Bölüm 16: Başlangıç
“Sen giderken pek çok şey değişti Archanger. Gerek iç karışıklıklar gerekse halk Camprich’in bütünlüğünü zedeledi. İdam kararına konseyde sadece Lord Kane karşı çıktı. Camprich konseyi beş kişiliktir ve üçe iki sağlanmadıkça karar değiştirilmez, biliyorsun. Lord Kane’in itirazları, kralın emrini değiştiremedi. Kral idam emrini verdi ve her ne olduysa aynı gece oldu.
“Lord Kane, daha idam emri duyulmamışken Danowan’ı uyardı. Danowan, seni o gece odanda yatırmadı Archanger. Hatırla, yıldızları izlemen için seni dışarı çıkarmıştı.
“Gece yarısı odana girdiğimizde, yatağın boş olduğunu gördük ve tüm şehirde seni aradık.
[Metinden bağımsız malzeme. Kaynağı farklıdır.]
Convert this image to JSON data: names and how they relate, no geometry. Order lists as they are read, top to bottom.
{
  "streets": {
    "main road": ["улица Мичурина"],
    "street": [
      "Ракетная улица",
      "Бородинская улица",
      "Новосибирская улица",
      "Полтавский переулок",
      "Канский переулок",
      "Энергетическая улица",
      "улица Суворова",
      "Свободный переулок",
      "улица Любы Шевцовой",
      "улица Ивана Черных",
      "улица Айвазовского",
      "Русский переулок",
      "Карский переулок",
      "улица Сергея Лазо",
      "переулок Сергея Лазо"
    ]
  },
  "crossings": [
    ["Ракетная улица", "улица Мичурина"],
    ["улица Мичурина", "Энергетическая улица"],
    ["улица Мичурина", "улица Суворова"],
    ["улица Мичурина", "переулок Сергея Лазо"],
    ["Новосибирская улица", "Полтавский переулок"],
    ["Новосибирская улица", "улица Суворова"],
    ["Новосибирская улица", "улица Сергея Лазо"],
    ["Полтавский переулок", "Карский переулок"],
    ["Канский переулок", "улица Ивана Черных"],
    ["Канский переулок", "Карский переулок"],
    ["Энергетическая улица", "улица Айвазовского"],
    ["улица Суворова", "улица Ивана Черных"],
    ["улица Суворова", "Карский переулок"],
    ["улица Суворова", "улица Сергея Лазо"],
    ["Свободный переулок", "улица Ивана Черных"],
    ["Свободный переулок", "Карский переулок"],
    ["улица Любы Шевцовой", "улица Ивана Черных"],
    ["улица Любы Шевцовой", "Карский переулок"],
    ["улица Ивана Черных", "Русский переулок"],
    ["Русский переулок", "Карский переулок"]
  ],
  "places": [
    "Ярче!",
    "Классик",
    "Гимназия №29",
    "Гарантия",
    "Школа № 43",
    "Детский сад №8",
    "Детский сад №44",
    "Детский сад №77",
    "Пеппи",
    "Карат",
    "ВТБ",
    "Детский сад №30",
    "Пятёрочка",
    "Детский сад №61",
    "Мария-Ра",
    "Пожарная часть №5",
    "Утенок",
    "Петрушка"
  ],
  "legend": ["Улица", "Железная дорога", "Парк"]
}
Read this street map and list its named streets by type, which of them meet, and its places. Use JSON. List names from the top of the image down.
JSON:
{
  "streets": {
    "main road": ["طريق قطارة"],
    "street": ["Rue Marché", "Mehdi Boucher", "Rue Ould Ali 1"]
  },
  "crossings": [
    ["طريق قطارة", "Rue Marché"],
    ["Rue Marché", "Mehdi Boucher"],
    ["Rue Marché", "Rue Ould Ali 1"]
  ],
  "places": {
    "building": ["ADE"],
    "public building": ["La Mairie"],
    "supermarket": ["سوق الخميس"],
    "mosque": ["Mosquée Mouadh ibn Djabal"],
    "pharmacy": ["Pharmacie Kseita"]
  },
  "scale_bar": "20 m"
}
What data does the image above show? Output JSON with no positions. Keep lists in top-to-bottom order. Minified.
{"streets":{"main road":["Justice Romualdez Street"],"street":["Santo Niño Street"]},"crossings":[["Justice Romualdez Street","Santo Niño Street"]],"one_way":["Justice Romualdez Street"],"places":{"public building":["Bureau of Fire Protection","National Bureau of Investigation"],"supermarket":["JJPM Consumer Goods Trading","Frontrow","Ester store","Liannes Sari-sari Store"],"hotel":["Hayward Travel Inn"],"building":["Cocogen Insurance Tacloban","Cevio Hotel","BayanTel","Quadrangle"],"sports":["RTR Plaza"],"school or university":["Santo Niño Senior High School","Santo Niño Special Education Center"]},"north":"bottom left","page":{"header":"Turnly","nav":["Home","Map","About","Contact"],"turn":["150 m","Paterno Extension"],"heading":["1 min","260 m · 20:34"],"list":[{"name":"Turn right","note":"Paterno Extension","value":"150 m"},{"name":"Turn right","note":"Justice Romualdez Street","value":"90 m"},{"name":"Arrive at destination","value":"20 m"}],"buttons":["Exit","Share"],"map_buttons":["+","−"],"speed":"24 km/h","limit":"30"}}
Ama sen burnumuzun dibindeydin. Lord Kane’in planı buydu zaten. Bizler uzaklaşacaktık ve sen, elini kolu sallayarak şehri terk edecektin.
“Lord Kane,karısı bile fark etmeden yataktan çıktı ve yanına geldi. Danowan ile konuşup, seni -planlandığı gibi- aldı ve saraydan çıktı. Seni bir arabaya bindirdi ve Doğu Kapısına yöneldi.
“Crangor ile bu konuyu zaten konuşmuştu. Hem seni korumaları hem de Kadim Kardeşler’e katılmalarını istediği için, bu odada olan tüm süvarileri de yanında götürdü.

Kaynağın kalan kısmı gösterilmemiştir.